[[ Data for analysis, beginning ]]
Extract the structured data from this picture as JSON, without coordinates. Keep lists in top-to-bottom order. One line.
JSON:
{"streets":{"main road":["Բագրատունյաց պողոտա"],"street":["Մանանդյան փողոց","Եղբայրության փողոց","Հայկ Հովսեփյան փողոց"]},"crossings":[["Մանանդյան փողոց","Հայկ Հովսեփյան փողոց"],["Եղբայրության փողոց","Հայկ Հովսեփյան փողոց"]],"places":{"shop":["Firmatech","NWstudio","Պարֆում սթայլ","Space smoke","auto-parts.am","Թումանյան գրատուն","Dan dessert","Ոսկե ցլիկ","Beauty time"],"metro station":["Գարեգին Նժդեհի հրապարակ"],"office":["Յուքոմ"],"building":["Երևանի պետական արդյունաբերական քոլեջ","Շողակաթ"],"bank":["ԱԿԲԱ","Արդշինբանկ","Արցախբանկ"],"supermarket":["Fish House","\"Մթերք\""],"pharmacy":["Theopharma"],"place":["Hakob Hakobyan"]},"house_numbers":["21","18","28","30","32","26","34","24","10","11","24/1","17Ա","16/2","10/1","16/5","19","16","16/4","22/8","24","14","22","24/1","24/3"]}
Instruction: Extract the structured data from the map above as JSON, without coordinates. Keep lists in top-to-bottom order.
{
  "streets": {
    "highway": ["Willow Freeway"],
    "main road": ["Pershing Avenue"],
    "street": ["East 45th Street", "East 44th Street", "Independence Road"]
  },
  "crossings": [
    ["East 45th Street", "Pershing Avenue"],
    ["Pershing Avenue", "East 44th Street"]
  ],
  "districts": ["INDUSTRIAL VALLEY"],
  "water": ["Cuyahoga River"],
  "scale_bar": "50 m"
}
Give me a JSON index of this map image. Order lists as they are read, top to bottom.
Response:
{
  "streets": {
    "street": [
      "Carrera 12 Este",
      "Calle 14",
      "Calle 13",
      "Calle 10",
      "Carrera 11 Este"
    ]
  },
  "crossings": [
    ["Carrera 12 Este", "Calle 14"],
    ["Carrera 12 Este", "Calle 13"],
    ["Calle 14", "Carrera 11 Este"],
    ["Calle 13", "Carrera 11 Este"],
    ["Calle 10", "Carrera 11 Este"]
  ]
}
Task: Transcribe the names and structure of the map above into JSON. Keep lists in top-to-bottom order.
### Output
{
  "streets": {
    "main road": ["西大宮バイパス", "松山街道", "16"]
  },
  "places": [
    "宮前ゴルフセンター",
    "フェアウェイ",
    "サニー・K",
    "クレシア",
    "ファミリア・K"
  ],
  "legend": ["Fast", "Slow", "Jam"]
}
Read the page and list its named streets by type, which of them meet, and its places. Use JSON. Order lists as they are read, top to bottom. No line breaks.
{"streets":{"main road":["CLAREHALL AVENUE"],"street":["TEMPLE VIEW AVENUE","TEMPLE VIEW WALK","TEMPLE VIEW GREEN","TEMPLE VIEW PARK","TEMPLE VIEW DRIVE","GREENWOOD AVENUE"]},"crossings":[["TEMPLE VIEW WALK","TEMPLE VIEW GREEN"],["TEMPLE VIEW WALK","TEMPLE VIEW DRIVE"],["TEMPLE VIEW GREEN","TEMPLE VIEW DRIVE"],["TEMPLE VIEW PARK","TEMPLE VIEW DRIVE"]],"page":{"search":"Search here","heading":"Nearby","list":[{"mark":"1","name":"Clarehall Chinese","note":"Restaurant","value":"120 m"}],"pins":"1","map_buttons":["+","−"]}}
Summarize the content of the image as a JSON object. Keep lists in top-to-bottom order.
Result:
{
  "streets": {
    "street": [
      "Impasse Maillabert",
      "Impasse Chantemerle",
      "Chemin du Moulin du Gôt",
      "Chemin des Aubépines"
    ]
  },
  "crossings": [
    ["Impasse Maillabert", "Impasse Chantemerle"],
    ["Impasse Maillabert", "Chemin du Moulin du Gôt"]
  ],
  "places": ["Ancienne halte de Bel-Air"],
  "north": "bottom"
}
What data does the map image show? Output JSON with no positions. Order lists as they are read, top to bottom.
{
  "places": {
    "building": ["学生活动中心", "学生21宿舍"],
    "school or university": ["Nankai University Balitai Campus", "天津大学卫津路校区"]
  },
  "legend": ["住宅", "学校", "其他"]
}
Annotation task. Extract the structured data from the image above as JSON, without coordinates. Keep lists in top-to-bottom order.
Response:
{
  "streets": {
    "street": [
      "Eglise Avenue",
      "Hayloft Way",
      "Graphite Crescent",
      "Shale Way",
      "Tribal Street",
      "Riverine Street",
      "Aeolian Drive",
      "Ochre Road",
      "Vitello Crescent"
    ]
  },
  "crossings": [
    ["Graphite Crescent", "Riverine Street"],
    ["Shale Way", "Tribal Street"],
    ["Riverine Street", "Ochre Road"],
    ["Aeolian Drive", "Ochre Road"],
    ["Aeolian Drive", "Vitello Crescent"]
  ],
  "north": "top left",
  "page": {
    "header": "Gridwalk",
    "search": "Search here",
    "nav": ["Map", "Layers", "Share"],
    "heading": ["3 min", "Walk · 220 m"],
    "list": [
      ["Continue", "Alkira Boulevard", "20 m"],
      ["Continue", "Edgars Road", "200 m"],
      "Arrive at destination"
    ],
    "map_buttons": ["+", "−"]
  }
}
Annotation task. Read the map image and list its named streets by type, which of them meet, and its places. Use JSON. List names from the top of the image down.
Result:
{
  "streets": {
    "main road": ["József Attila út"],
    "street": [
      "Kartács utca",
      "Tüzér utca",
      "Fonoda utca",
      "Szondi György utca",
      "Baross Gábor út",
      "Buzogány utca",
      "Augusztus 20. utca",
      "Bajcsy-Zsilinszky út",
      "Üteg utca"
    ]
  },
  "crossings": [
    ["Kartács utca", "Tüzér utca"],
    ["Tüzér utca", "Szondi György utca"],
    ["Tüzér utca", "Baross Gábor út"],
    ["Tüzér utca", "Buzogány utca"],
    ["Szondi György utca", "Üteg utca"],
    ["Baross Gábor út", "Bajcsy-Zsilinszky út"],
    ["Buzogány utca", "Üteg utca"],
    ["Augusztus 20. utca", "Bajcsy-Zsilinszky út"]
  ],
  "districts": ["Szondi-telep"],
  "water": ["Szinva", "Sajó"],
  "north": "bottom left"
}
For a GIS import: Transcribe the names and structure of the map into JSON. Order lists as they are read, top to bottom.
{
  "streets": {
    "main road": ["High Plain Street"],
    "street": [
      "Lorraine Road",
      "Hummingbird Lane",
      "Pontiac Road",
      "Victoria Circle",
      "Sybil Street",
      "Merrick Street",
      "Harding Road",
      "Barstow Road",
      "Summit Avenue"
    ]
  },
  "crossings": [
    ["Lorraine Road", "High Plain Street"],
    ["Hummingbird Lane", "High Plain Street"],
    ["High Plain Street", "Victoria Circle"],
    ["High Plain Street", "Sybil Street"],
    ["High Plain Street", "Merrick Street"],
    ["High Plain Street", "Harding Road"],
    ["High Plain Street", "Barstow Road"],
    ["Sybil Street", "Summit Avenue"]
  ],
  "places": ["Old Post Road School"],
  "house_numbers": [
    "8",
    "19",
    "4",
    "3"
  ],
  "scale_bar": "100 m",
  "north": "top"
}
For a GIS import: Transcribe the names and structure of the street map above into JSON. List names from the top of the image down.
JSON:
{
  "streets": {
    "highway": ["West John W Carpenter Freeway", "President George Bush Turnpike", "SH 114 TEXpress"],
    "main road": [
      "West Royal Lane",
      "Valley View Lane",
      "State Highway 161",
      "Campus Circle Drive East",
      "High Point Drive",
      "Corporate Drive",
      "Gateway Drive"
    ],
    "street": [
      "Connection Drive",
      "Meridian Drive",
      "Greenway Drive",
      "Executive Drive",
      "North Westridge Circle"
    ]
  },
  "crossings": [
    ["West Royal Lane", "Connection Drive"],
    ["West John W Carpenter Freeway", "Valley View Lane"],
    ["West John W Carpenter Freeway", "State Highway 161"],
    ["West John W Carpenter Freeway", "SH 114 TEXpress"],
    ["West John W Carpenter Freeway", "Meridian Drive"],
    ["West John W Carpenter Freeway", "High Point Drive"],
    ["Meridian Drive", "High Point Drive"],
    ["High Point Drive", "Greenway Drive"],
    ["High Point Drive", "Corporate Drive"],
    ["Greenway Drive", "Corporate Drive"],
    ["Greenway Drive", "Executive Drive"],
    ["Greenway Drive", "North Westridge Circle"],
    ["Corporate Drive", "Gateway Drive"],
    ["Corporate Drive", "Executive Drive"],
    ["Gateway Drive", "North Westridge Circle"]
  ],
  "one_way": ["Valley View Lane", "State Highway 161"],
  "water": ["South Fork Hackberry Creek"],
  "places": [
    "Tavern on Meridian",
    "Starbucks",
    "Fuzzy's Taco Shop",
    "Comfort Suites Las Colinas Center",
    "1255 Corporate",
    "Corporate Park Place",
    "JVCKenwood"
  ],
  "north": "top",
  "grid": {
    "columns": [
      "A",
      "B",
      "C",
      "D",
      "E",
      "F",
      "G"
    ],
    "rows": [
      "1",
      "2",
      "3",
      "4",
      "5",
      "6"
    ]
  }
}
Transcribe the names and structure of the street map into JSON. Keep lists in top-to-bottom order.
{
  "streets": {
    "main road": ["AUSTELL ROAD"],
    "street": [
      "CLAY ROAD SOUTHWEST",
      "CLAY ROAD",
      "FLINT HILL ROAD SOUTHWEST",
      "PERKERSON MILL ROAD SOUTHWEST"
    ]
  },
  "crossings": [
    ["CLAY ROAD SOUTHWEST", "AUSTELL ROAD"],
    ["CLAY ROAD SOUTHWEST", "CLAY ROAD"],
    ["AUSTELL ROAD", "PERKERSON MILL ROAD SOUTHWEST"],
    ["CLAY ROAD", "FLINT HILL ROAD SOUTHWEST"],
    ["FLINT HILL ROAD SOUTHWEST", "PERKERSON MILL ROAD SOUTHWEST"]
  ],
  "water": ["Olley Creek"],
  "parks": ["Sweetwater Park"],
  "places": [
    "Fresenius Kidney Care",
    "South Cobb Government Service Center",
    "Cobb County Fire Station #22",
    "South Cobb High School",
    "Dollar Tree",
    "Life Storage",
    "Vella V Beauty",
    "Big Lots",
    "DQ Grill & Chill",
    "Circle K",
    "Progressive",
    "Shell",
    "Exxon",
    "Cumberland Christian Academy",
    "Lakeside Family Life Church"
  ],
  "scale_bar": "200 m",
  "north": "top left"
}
[[ Data for analysis, end ]]
Find the string "down" in the entries above and return each line that holds it.

Annotation task. Read the map image and list its named streets by type, which of them meet, and its places. Use JSON. List names from the top of the image down.
For a GIS import: Transcribe the names and structure of the street map above into JSON. List names from the top of the image down.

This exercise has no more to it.